- Required work: Check every line of the entries for "sheet", and copy the lines that hold it.

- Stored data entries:
..............................
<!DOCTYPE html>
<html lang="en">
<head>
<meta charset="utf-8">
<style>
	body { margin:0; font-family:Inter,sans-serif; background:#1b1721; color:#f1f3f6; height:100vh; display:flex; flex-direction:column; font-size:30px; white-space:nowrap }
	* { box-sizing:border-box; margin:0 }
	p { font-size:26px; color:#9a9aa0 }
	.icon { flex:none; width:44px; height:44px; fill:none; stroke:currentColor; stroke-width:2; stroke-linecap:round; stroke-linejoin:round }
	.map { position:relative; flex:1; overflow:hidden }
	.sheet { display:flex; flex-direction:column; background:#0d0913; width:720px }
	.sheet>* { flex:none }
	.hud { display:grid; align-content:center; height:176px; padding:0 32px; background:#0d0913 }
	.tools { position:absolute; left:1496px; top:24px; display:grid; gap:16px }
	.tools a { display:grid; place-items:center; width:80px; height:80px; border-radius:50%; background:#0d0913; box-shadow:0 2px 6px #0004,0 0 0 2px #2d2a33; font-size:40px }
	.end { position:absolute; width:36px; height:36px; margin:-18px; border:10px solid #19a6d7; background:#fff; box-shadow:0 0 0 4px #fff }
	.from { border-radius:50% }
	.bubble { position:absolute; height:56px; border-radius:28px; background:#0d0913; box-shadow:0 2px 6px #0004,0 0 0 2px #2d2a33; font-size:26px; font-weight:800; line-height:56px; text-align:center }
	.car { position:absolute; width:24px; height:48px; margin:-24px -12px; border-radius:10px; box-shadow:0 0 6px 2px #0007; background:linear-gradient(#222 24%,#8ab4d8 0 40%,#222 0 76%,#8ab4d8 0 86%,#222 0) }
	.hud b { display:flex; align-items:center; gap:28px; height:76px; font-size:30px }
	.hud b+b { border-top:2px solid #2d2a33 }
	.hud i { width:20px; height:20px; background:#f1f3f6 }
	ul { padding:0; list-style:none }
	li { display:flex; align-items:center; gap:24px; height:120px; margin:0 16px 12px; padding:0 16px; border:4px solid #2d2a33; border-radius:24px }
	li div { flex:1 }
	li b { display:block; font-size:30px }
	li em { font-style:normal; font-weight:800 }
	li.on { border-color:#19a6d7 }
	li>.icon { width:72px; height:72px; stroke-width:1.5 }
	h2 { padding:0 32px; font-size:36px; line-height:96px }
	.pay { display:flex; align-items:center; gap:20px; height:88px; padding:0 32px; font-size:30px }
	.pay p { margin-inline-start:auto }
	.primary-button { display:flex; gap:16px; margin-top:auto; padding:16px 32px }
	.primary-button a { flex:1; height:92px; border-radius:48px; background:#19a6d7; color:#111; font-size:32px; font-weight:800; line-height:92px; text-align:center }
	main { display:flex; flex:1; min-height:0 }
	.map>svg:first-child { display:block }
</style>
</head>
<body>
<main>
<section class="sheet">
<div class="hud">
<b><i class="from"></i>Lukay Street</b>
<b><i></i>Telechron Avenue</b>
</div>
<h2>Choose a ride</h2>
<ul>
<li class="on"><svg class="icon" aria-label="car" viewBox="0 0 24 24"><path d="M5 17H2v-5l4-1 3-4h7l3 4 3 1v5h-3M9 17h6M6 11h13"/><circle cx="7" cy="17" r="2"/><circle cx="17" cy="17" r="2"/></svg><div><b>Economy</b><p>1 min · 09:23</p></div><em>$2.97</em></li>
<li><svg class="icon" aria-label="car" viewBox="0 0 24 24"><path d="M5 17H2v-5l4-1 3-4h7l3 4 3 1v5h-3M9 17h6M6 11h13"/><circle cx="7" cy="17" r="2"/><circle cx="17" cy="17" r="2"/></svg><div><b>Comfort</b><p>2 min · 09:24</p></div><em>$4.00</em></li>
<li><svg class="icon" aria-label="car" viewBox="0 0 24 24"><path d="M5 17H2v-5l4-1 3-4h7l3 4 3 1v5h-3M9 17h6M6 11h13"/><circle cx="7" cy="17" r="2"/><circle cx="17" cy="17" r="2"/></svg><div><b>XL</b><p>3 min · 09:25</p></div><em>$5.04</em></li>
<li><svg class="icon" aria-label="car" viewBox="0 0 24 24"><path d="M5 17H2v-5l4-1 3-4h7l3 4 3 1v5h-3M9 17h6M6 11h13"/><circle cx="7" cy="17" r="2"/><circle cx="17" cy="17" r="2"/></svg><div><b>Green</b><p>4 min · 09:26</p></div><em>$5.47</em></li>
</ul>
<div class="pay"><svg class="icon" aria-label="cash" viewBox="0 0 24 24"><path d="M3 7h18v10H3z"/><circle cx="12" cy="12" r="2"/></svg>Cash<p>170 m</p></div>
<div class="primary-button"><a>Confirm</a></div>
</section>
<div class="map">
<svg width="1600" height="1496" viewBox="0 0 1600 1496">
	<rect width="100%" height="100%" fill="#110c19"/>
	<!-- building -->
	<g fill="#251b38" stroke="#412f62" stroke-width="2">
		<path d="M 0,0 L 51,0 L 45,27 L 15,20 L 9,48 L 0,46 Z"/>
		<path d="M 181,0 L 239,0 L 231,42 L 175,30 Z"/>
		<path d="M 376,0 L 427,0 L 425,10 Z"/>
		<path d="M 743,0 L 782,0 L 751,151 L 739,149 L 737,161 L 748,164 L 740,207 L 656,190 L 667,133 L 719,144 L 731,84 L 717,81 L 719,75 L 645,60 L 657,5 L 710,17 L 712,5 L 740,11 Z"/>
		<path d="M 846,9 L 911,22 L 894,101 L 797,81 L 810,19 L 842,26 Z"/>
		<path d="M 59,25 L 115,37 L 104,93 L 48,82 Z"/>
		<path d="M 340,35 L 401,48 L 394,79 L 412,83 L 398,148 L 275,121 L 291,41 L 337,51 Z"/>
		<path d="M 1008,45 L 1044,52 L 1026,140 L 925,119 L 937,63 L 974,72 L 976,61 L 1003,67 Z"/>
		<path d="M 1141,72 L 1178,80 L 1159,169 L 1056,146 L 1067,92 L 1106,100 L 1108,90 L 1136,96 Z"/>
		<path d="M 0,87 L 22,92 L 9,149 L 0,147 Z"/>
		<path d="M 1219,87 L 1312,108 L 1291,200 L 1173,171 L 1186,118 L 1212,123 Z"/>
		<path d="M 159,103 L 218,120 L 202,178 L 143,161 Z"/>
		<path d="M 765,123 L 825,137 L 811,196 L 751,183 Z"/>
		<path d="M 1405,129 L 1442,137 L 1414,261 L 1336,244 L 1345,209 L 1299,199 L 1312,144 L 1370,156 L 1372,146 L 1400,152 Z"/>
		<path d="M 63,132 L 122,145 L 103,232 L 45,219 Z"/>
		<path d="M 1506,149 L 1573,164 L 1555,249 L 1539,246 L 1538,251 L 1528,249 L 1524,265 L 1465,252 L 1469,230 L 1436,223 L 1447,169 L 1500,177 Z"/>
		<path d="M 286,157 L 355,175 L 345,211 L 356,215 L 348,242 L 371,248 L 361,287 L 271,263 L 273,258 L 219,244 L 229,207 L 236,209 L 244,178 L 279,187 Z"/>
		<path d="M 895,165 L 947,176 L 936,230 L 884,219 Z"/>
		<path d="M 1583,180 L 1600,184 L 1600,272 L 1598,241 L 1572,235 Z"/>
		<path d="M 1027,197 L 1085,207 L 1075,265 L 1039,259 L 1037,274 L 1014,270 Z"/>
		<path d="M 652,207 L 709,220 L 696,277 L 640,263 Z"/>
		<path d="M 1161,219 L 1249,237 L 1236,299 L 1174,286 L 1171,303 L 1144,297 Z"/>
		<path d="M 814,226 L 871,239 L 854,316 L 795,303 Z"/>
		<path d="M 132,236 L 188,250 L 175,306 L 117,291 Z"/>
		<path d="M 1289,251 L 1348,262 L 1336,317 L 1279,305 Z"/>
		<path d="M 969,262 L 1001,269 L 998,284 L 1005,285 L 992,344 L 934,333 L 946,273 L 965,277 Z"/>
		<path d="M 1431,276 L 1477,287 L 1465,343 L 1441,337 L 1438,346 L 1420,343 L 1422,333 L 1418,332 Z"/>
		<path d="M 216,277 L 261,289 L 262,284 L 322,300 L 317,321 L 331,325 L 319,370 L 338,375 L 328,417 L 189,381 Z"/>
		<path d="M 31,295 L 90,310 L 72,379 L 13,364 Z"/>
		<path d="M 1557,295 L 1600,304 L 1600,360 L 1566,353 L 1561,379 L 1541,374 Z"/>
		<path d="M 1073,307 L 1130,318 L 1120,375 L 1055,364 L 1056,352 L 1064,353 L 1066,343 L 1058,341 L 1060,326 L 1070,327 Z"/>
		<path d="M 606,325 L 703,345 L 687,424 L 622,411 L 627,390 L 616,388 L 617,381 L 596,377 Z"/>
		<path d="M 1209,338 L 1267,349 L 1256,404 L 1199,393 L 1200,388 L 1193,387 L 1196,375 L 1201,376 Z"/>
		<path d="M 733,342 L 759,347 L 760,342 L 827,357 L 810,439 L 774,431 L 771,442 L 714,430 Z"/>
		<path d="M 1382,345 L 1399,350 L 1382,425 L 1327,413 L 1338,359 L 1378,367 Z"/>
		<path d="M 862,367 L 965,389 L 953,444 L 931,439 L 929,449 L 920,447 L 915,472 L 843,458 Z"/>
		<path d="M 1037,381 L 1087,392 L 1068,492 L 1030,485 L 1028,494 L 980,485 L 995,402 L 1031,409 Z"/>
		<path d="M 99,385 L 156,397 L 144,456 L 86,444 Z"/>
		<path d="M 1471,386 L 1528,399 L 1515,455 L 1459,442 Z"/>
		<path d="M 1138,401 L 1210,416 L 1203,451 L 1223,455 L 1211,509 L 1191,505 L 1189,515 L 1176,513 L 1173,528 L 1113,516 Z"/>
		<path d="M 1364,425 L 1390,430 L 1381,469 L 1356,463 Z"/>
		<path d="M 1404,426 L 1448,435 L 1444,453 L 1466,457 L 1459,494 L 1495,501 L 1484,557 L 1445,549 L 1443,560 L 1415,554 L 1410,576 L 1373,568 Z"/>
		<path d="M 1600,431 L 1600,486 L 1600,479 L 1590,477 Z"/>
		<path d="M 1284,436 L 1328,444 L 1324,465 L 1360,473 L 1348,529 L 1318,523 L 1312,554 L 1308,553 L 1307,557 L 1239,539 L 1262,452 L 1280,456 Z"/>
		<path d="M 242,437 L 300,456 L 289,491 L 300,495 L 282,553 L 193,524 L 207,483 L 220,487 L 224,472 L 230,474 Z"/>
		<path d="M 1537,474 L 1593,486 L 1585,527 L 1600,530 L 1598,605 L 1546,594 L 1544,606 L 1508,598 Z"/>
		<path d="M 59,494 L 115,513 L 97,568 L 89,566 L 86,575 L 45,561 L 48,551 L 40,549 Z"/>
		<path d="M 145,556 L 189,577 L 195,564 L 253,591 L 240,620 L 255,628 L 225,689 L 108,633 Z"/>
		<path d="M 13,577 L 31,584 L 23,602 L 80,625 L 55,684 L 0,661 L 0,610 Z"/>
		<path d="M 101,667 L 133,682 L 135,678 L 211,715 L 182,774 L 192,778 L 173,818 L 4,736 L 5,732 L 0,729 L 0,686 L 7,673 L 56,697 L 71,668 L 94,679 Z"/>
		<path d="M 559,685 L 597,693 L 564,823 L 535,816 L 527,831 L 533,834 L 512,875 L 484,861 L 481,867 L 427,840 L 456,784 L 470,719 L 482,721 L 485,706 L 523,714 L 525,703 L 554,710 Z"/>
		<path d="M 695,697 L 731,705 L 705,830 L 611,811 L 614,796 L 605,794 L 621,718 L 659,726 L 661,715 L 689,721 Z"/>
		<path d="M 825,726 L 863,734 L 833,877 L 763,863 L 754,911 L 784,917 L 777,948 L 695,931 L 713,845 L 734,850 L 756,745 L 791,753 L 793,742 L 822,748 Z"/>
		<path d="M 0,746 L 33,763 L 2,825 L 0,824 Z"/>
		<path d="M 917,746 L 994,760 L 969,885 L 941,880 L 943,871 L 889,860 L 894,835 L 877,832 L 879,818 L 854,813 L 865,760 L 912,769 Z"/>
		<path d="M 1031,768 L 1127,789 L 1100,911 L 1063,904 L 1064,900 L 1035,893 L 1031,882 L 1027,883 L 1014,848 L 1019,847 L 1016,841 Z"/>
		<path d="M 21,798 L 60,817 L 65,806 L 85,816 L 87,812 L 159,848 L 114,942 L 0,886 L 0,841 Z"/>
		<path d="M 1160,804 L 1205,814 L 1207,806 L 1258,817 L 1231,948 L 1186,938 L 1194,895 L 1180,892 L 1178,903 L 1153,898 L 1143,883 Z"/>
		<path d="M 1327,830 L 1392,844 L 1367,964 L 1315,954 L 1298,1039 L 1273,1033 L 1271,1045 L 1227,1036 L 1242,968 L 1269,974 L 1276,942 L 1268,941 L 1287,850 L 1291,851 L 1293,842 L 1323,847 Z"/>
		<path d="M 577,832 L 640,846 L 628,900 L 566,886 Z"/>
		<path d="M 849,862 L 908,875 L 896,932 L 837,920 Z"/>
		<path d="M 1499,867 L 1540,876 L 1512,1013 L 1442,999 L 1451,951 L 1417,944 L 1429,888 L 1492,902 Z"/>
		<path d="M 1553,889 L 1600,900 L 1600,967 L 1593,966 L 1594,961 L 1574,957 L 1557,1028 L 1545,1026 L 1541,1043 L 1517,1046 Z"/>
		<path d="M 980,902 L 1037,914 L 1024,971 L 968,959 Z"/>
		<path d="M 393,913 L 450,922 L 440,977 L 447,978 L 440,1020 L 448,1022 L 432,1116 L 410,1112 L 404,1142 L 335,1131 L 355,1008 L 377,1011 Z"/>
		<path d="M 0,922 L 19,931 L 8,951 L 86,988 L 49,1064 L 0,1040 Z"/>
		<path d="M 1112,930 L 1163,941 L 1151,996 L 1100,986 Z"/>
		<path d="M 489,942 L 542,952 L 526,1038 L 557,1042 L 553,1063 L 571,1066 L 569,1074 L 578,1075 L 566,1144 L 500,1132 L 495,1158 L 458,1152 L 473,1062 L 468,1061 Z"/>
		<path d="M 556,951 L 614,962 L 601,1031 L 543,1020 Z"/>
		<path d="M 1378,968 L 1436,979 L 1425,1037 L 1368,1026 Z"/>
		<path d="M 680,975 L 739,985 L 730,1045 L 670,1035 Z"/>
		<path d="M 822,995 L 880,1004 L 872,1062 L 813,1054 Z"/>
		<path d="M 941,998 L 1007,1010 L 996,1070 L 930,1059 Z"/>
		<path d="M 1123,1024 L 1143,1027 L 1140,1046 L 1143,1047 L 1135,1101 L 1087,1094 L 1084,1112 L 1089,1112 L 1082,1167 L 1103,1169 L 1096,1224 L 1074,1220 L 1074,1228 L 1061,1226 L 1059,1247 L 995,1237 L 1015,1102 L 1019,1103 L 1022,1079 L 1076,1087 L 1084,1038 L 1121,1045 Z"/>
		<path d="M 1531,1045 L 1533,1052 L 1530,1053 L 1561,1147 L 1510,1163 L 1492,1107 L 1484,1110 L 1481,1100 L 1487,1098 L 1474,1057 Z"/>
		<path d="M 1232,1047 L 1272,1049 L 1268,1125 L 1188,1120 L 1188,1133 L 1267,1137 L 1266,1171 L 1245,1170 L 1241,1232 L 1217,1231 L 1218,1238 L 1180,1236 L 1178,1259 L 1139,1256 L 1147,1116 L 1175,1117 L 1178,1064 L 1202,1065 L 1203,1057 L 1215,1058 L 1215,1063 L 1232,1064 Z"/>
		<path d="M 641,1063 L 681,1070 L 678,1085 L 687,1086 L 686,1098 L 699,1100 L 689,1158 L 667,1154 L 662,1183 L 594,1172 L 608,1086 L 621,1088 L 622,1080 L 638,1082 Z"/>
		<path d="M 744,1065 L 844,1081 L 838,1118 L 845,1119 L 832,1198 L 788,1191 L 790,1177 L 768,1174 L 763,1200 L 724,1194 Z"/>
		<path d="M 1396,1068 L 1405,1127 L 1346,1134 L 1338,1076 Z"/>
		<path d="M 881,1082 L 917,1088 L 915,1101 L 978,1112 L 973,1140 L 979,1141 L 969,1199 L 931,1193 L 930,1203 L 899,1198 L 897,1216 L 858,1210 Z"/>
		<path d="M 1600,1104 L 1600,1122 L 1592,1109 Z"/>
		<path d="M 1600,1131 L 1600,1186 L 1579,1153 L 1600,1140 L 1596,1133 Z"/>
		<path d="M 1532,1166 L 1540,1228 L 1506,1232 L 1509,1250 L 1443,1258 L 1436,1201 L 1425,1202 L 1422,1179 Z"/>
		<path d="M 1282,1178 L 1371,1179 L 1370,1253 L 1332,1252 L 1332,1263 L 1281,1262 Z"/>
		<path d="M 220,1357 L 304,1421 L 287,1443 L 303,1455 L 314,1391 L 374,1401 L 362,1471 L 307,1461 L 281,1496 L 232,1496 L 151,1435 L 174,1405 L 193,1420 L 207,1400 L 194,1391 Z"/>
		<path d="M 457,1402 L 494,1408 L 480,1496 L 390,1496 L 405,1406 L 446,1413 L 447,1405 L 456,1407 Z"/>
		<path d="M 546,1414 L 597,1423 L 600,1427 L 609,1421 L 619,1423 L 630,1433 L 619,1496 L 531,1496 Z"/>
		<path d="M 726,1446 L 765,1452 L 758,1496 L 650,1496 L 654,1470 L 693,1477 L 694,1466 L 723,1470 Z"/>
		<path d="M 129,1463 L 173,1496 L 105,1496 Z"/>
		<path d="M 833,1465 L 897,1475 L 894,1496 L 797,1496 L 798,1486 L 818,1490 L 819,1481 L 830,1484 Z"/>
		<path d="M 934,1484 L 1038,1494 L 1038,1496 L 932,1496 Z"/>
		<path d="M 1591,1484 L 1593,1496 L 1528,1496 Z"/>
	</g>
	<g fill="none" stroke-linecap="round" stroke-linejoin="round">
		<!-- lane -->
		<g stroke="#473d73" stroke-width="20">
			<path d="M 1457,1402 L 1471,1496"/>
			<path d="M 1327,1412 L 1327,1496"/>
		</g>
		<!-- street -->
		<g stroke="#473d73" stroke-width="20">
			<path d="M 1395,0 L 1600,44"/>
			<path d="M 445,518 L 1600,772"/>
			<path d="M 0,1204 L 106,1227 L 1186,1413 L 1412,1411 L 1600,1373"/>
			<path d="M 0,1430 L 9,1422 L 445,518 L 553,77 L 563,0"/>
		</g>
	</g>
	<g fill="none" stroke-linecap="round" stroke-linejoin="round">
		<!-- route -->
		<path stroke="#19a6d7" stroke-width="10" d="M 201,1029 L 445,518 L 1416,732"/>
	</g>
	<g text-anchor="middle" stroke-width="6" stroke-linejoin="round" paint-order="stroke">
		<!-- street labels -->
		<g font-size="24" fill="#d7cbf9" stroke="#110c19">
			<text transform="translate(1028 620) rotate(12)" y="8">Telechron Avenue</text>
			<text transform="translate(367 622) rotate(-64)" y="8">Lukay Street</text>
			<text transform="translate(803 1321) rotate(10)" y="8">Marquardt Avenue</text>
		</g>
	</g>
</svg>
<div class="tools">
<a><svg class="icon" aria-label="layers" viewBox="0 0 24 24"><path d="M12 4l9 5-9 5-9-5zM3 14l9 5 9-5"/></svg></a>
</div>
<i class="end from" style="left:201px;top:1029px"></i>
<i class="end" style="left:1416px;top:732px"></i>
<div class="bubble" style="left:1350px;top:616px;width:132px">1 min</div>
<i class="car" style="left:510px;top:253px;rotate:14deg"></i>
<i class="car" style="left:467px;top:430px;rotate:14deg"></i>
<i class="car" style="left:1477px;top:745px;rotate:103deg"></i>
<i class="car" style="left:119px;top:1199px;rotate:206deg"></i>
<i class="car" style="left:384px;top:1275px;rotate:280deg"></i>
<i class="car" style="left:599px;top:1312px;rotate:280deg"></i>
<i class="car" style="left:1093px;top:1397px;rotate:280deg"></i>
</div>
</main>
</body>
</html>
..............................
- Answer to this problem:
	.sheet { display:flex; flex-direction:column; background:#0d0913; width:720px }
	.sheet>* { flex:none }
<section class="sheet">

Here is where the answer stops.